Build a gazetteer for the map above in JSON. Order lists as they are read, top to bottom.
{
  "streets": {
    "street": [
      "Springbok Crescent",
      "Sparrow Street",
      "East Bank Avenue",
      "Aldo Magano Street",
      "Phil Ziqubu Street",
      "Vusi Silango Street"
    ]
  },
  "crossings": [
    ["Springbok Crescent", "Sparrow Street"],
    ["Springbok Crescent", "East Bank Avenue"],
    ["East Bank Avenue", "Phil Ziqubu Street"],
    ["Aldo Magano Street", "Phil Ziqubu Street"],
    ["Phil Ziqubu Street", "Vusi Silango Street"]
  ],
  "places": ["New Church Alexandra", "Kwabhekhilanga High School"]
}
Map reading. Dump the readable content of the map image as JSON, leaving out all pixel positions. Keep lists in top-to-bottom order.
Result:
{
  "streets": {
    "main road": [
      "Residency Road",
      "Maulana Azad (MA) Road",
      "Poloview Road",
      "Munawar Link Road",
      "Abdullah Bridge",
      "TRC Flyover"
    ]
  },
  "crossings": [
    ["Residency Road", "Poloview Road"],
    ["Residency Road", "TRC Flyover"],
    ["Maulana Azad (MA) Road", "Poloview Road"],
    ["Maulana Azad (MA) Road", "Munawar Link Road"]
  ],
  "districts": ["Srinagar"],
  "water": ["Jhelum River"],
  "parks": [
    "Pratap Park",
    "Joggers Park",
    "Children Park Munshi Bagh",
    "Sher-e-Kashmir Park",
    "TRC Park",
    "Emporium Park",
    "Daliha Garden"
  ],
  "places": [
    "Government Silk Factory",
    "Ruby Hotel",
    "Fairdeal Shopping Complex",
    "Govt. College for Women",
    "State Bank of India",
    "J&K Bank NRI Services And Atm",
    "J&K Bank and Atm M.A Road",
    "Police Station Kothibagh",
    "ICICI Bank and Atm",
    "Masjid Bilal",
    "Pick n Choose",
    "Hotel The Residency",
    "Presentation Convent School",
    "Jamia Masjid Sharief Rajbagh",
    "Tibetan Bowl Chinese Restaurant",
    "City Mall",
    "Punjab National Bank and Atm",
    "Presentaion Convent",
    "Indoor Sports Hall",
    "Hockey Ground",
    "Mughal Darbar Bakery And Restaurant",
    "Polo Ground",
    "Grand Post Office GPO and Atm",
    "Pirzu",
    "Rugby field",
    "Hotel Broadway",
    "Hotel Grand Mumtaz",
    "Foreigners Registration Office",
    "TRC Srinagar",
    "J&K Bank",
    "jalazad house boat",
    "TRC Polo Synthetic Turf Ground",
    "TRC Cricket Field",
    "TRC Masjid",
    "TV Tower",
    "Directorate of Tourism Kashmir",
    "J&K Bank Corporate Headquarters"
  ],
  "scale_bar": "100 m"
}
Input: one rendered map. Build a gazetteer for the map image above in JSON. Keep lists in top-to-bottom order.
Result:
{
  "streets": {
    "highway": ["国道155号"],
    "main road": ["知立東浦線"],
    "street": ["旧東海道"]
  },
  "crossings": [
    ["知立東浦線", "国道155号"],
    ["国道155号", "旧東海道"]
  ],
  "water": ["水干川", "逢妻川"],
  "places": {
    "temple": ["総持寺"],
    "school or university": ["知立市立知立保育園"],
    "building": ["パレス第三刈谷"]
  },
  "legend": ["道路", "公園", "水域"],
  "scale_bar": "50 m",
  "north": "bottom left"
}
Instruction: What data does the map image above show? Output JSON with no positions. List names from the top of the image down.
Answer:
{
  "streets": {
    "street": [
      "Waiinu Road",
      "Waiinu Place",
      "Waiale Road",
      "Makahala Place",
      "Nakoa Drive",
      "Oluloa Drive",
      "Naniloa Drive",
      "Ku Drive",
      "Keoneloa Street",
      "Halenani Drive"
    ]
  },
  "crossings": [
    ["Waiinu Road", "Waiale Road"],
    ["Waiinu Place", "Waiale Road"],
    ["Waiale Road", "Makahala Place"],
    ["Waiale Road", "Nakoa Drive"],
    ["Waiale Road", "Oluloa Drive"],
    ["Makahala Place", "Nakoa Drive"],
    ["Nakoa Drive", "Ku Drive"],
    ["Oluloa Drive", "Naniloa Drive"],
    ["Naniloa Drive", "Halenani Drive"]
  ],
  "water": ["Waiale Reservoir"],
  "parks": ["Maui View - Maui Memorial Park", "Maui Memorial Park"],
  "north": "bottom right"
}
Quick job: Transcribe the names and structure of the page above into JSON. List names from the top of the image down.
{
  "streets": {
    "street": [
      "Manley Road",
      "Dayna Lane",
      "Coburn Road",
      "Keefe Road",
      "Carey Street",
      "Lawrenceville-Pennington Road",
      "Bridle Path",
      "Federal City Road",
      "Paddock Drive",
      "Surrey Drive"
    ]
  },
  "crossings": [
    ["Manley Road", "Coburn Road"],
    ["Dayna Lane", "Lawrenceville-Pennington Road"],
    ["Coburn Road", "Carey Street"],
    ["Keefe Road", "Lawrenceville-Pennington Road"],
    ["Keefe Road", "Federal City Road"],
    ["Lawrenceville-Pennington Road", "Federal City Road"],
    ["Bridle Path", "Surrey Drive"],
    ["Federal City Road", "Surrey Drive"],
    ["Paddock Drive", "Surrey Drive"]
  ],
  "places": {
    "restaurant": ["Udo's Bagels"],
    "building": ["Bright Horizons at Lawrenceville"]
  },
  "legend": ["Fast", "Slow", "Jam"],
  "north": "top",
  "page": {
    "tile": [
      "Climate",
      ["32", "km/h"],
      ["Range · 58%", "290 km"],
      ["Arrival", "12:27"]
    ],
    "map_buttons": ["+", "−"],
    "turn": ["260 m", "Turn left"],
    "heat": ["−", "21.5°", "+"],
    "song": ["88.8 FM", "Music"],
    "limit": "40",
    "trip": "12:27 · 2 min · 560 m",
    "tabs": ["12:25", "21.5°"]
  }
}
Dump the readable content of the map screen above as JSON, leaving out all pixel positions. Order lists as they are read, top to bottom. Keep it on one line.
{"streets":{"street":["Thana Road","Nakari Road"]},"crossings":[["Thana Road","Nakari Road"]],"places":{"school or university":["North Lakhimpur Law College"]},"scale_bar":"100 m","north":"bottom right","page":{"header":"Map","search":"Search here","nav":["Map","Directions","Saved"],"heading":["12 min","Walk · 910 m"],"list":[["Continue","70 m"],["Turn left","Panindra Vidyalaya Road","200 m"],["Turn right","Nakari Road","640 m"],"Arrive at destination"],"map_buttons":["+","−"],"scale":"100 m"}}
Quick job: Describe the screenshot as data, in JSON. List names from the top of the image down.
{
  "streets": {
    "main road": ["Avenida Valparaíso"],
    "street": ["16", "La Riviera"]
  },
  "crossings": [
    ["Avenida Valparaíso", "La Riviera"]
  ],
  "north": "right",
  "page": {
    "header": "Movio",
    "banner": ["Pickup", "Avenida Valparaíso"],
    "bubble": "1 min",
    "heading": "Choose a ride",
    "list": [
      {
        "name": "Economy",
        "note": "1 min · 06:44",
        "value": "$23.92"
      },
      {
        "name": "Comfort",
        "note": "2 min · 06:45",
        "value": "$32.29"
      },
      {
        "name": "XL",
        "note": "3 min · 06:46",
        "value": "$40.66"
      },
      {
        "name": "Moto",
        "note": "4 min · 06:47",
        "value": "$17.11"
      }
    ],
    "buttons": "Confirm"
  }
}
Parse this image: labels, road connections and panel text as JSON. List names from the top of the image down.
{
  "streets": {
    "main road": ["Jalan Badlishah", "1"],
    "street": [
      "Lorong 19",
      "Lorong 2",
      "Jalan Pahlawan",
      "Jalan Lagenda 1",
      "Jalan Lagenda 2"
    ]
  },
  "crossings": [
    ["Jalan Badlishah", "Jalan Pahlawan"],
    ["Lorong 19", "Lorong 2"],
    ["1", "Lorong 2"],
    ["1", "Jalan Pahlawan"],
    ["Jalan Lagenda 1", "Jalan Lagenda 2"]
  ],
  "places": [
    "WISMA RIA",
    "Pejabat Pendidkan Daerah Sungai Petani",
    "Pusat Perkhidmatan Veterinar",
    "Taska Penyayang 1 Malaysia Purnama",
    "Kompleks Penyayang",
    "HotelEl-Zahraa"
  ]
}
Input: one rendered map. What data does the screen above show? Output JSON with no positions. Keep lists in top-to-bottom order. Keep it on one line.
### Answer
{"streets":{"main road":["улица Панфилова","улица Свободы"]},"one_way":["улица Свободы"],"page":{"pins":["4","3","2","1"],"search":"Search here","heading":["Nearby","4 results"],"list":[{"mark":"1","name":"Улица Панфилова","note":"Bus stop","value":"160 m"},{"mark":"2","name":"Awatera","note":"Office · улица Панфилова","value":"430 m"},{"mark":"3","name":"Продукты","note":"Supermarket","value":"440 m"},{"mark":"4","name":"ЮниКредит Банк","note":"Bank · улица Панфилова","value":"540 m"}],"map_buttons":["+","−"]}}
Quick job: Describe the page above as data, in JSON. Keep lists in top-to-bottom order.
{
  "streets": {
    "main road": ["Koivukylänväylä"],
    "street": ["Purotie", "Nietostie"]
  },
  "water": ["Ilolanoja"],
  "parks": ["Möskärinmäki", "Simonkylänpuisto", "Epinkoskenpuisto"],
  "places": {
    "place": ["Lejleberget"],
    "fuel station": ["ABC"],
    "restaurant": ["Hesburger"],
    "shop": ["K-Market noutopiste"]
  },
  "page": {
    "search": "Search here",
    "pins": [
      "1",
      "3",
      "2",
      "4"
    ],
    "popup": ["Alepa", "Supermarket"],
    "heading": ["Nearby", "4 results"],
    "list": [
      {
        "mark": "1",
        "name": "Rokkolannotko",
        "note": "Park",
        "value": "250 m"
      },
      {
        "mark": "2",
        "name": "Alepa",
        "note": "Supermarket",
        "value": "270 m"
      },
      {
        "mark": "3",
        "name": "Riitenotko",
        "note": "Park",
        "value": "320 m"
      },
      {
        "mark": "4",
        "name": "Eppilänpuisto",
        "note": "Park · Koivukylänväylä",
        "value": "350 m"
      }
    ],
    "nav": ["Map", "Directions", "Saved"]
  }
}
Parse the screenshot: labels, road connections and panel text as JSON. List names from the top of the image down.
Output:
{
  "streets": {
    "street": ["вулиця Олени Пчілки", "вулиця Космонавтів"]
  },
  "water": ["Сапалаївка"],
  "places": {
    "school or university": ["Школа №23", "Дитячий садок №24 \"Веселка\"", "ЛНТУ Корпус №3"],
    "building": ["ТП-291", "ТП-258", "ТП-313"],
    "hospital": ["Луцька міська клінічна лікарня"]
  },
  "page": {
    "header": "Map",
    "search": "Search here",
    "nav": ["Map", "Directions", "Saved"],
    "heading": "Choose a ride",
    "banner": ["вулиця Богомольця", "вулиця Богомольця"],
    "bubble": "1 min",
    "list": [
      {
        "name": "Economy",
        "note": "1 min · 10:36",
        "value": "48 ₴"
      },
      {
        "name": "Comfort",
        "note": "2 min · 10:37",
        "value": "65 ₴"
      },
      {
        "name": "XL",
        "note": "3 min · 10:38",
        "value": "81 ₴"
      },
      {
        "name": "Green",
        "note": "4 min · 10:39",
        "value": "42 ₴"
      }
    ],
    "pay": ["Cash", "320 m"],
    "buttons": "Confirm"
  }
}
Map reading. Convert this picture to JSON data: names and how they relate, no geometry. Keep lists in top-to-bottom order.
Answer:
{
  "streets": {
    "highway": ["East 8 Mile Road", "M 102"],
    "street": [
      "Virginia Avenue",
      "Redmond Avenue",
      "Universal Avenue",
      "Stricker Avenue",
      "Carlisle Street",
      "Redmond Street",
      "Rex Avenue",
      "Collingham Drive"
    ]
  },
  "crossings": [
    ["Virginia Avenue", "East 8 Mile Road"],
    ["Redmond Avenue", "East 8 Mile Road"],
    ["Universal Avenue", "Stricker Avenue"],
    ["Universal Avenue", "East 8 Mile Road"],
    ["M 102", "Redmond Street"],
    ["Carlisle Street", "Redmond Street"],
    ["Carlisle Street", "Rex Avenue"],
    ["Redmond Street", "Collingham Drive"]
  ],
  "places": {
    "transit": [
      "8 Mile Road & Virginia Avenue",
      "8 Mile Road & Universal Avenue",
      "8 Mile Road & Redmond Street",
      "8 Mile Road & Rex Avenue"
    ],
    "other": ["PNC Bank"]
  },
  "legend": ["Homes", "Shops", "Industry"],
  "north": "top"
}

_YOUR ASSIGNMENT_. The expected output is the exact run of lines from the start of the entries through the line with "Map reading. Dump", inclusive.

_SOLUTION TO THIS EXERCISE_.
Build a gazetteer for the map above in JSON. Order lists as they are read, top to bottom.
{
  "streets": {
    "street": [
      "Springbok Crescent",
      "Sparrow Street",
      "East Bank Avenue",
      "Aldo Magano Street",
      "Phil Ziqubu Street",
      "Vusi Silango Street"
    ]
  },
  "crossings": [
    ["Springbok Crescent", "Sparrow Street"],
    ["Springbok Crescent", "East Bank Avenue"],
    ["East Bank Avenue", "Phil Ziqubu Street"],
    ["Aldo Magano Street", "Phil Ziqubu Street"],
    ["Phil Ziqubu Street", "Vusi Silango Street"]
  ],
  "places": ["New Church Alexandra", "Kwabhekhilanga High School"]
}
Map reading. Dump the readable content of the map image as JSON, leaving out all pixel positions. Keep lists in top-to-bottom order.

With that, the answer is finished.